Columns of Humvees drove across open plain while firing heavy machine guns and kicking up thick clouds of dust. Suicide car bombers detonated charges that shook the ground half a mile away, killing at least two soldiers and wounding another 20, who were taken to an aid station, many in shock and with shrapnel wounds.

‘‘Their front line has been fully destroyed, we’re only suffering from one sniper and we’re dealing with him,’’ said one Iraqi soldier, who rushed off to transport wounded. ‘‘There were explosive devices and car bombs, but they are finished.’’

Behind the army troops, dozens of civilian pickup trucks loaded with armed militiamen sped off toward the villages while some of the damaged Humvees returned with cracked windshields.

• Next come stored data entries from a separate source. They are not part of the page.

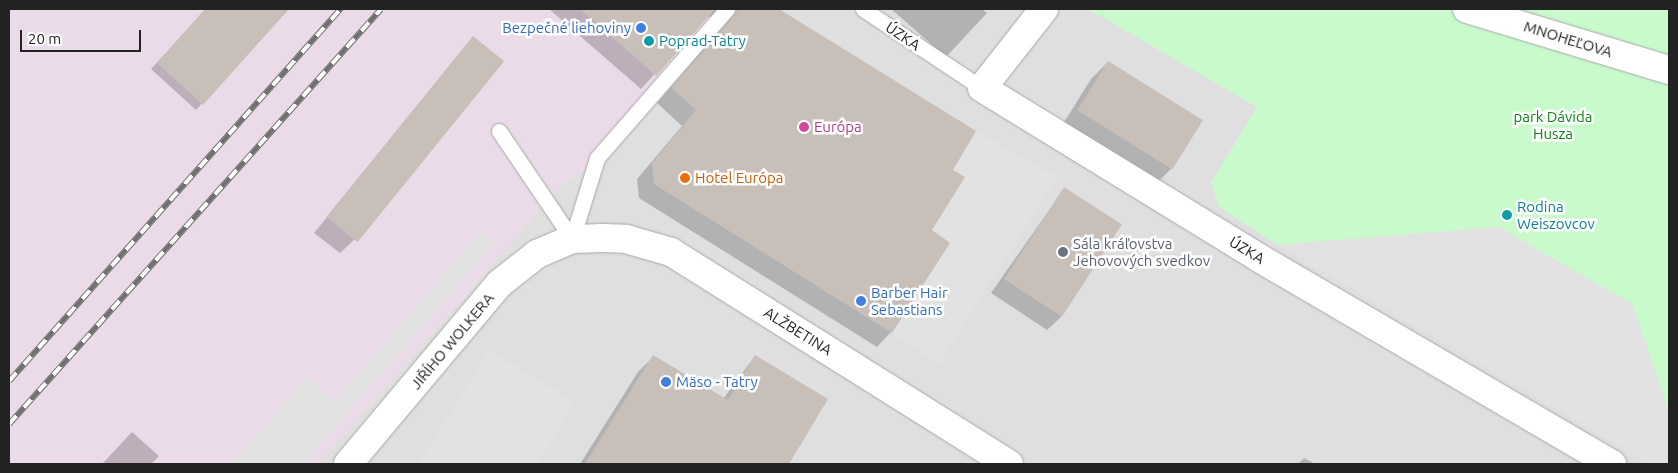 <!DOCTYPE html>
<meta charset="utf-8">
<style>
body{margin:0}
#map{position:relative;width:1678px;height:473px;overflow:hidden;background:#f2efe9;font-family:Ubuntu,sans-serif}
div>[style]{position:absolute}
.residential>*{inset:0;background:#e0dfdf}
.industrial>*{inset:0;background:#ebdbe8}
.park>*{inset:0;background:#c8facc}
.parking>*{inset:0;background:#e2e2e2}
.shadow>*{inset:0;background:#0003}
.building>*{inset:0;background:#c7bfb8;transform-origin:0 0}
.roads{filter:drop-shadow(0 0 1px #a9a9a9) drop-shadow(0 0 1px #a9a9a9)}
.lane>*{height:15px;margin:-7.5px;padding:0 7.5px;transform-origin:7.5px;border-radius:7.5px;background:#fff}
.street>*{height:28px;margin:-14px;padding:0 14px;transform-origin:14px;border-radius:14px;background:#fff}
.rail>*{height:5.5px;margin-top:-2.75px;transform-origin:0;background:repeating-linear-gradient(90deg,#fff 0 11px,#707070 0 22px);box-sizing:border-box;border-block:1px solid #707070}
.dots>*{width:14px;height:14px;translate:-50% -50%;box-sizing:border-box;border:2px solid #fff;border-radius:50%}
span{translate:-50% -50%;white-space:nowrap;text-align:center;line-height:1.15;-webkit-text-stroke:5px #fff;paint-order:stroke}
.shop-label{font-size:15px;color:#366cbe}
.right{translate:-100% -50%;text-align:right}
.left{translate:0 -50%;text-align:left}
.street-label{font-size:15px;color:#222}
.culture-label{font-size:15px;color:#0d838f}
.park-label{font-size:15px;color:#0c8416}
.hotel-label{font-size:15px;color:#b23c85}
.food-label{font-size:15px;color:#c56008}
.worship-label{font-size:15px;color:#5b616d}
.frame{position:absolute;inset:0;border:10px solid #222;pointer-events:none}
.scale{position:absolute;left:20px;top:30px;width:121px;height:22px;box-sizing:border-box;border:2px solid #222;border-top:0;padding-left:6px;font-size:15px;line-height:18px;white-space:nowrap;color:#222;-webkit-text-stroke:4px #fff;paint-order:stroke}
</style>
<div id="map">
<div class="residential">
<div style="clip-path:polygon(737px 9px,1669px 9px,1669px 464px,318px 464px,556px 191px,622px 139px)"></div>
</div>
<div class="industrial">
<div style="clip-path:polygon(9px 9px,737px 9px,622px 139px,556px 191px,318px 464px,9px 464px)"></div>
</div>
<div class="park">
<div style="clip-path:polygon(1088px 9px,1669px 9px,1669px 413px,1632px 304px,1498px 227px,1278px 245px,1219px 207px,1211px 182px,1257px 107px)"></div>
</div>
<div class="parking">
<div style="clip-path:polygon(976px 131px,1057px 177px,939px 364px,892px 333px,950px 243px,931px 230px,965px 177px,953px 170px)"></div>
<div style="clip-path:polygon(1498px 227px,1632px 304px,1669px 413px,1669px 464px,1650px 464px,1278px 245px)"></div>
<div style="clip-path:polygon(481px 231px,495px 242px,303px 464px,231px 464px,307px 377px,335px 401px)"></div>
<div style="clip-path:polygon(489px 350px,575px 402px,538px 464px,419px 464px)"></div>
</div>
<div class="shadow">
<div style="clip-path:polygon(206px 9px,287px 9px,196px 110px,151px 69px)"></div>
<div style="clip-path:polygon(549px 9px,775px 9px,974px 131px,952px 170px,891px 332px,877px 347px,639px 198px,637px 179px,682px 126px,657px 103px,720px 31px,719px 16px,706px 17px,641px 89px)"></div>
<div style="clip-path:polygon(891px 9px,982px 9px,987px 13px,946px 57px)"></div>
<div style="clip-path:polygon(473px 38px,355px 239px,340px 253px,314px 233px)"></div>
<div style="clip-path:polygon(1108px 62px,1171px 169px,1154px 186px,1061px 127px,1091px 79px)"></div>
<div style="clip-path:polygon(1064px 189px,1062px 316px,1047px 330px,991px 293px)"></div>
<div style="clip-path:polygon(755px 356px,827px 399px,788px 464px,580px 464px,638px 372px,653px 357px,723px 399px)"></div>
<div style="clip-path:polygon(132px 432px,159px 456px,151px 464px,102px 464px)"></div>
<div style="clip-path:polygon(1304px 458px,1315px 464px,1298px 464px)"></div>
</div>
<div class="building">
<div style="clip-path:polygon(205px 9px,289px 9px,203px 105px,157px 63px)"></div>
<div style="clip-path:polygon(580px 9px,715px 9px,656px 76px)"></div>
<div style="clip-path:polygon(736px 9px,779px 9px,976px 131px,953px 170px,965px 177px,932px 230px,950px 243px,892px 333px,654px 184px,652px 163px,696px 110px,671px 88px)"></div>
<div style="left:473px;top:36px;width:40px;height:233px;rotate:39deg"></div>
<div style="left:1108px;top:61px;width:112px;height:58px;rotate:32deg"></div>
<div style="left:1064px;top:187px;width:69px;height:110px;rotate:33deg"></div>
<div style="clip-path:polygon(653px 355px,728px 400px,755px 355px,828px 399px,789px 464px,585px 464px)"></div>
</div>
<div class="roads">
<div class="lane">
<div style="left:863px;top:9px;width:143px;rotate:33.6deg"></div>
<div style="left:499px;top:131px;width:130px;rotate:55.9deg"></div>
<div style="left:572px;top:239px;width:85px;rotate:-72.8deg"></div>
<div style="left:597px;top:158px;width:198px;rotate:-48.9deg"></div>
</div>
<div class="street">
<div style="left:1044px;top:9px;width:100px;rotate:128.1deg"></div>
<div style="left:982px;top:88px;width:325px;rotate:31.5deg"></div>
<div style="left:1259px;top:258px;width:409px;rotate:30.3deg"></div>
<div style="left:1467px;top:9px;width:211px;rotate:16.8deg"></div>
<div style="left:348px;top:464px;width:235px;rotate:-50deg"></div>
<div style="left:499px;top:284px;width:48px;rotate:-38.3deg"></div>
<div style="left:537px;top:254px;width:38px;rotate:-23deg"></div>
<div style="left:572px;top:239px;width:30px;rotate:-2deg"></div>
<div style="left:602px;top:238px;width:24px;rotate:2deg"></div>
<div style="left:626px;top:239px;width:47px;rotate:16.1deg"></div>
<div style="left:671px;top:252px;width:399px;rotate:32.1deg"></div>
</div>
</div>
<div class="rail">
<div style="left:9px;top:381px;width:499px;rotate:-48.3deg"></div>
<div style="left:9px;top:424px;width:557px;rotate:-48.13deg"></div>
</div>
<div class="dots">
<div style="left:641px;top:28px;background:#3f7fe0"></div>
<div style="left:649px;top:41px;background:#0f9aa8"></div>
<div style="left:804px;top:127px;background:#d1479c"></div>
<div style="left:685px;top:178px;background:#e8710a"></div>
<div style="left:1507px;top:215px;background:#0f9aa8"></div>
<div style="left:1063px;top:252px;background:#6b7280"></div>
<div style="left:861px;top:301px;background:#3f7fe0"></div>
<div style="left:666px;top:382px;background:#3f7fe0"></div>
</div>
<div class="shop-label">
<span class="right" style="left:631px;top:28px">Bezpečné liehoviny</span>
<span class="left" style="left:871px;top:301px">Barber Hair<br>Sebastians</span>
<span class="left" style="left:676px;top:382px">Mäso - Tatry</span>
</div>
<div class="street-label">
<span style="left:903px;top:36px;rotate:34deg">ÚZKA</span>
<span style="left:1568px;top:39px;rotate:17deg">MNOHEĽOVA</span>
<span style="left:1247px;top:250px;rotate:31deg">ÚZKA</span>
<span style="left:798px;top:331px;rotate:32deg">ALŽBETINA</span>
<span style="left:452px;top:341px;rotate:-50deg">JIŘÍHO WOLKERA</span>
</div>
<div class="culture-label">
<span class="left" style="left:659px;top:41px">Poprad-Tatry</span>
<span class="left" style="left:1517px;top:215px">Rodina<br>Weiszovcov</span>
</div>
<div class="park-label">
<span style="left:1553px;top:125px">park Dávida<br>Husza</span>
</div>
<div class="hotel-label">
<span class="left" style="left:814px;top:127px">Európa</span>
</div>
<div class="food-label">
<span class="left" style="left:695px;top:178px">Hotel Európa</span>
</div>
<div class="worship-label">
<span class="left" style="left:1073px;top:252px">Sála kráľovstva<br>Jehovových svedkov</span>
</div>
<div class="frame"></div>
<div class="scale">20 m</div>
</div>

The government last month launched a massive campaign to retake Mosul, captured by the terrorist group in 2014 and its last major urban center in Iraq. Advances have slowed after some swift initial gains in the extreme east, mostly because some 1 million civilians remain in the city, preventing the Iraqi forces and their allies in a US-led coalition from using overwhelming firepower. Heavy resistance inside Mosul has also contributed to the campaign’s slow pace.

Progress has been slower elsewhere, with militarized federal police troops at the southern approach still fighting 5 miles from the city center, although other units are within sight of the city’s airport.

A day earlier, Iraqi army troops took a mostly abandoned village, al-Qasar, a mile to Mosul’s west.

Inside Mosul Tuesday, special forces fighting in the eastern side of the city conducted house-to-house searches in a contested neighborhood, looking for car bombs, explosive devices, and snipers, who have been shooting at troops from rooftops, according to Lieutenant Colonel Muhanad al-Timimi.

He said the special forces were now in control of about 80 percent of the Zohour neighborhood, a large and densely populated district that is also the site of a major food market.